A legal battle over the placement of Archbishop Sheen’s relics finally concluded earlier this month, with the New York Court of Appeals rejecting the final appeal of the Archdiocese of New York.
Archbishop Sheen’s remains had been at St. Patrick’s Cathedral, but the Diocese of Peoria and Sheen’s niece wanted them moved to Peoria, Sheen’s home diocese where he was ordained a priest.
The Peoria bishop hopes that Sheen could be beatified this year, as the 100th anniversary of his ordination is in September.
The Peoria diocese explained that Church law requires that the transfer of the remains of one considered for beatification must be done without any solemnity. As a result, the transfer could not be publicized in advance. Also, no liturgical ceremony or public gathering could be held during the transfer, which took place June 27.
Venerable Archbishop Sheen’s new tomb is located at the side altar of the Peoria Cathedral, dedicated to the Blessed Mother Mary, Our Lady of Perpetual Help.
Bishop Jenky has notified the Vatican indicating that civil litigation has ended and that Sheen’s remains have been transferred. The Vatican has confirmed that the Cause for Beatification has now resumed.
Miracle already happened
The Vatican’s Congregation for Saints’ Causes will present the alleged miracle to Pope Francis for his decree authenticating the miracle attributed to Sheen’s intercession.
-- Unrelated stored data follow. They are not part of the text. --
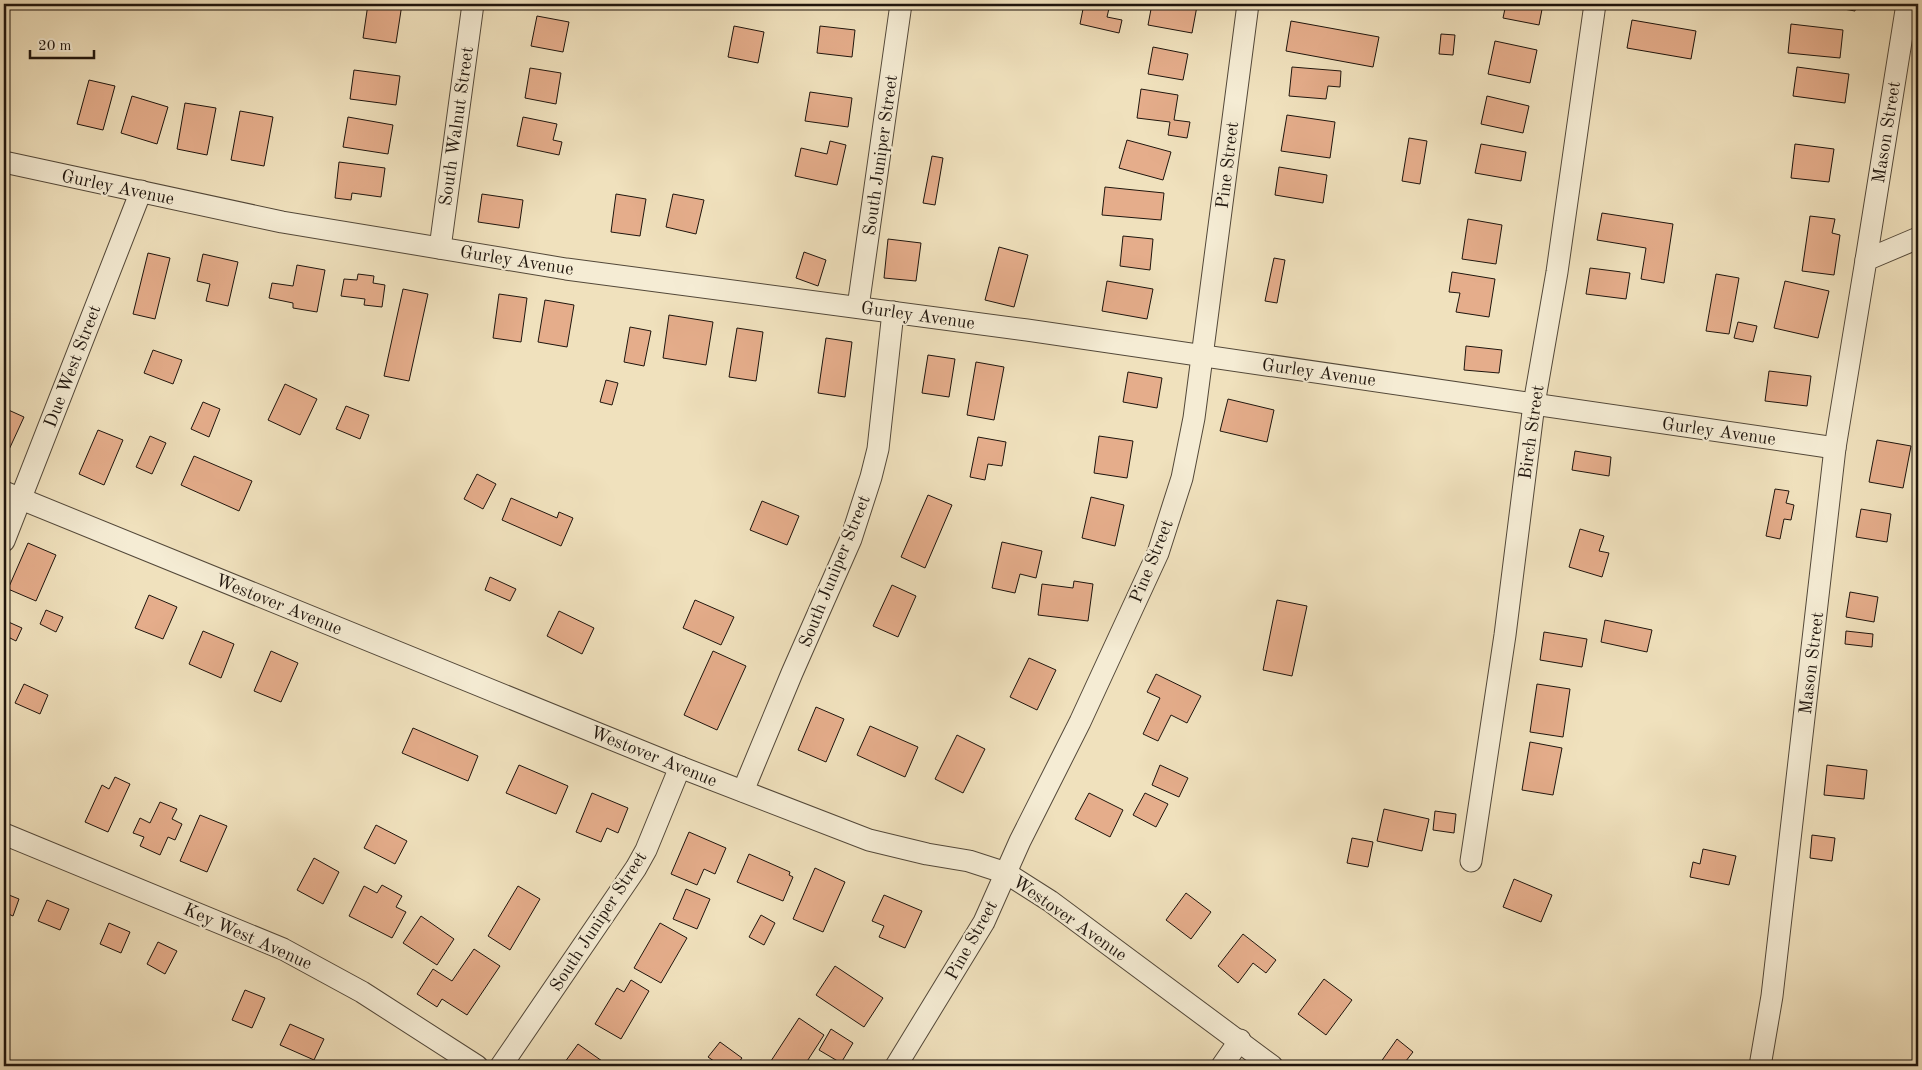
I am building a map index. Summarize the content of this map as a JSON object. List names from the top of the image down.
{
  "streets": {
    "street": [
      "South Walnut Street",
      "Mason Street",
      "South Juniper Street",
      "Pine Street",
      "Gurley Avenue",
      "Due West Street",
      "Birch Street",
      "Westover Avenue",
      "Key West Avenue"
    ]
  },
  "crossings": [
    ["South Walnut Street", "Gurley Avenue"],
    ["Mason Street", "Gurley Avenue"],
    ["South Juniper Street", "Gurley Avenue"],
    ["South Juniper Street", "Westover Avenue"],
    ["Pine Street", "Gurley Avenue"],
    ["Pine Street", "Westover Avenue"],
    ["Gurley Avenue", "Due West Street"],
    ["Gurley Avenue", "Birch Street"],
    ["Due West Street", "Westover Avenue"]
  ],
  "scale_bar": "20 m"
}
This alleged miracle involved the miraculous healing of a newborn infant who was without vital signs for more than 60 minutes.
Following the decree of the miracle from Pope Francis, an additional decree from Pope Francis will call for the Beatification of Venerable Archbishop Fulton Sheen.
An eventual beatification celebration will take place in Peoria.
Fulton John Sheen was born May 8, 1895, in Peoria. On September 20, 1919, he was ordained a priest for that diocese.
In 1951, he was named an auxiliary bishop of New York, and in 1966 the bishop of Rochester, where he served until his retirement three years later. He died in 1979.
Archbishop Sheen is most known for his popular television series and many books.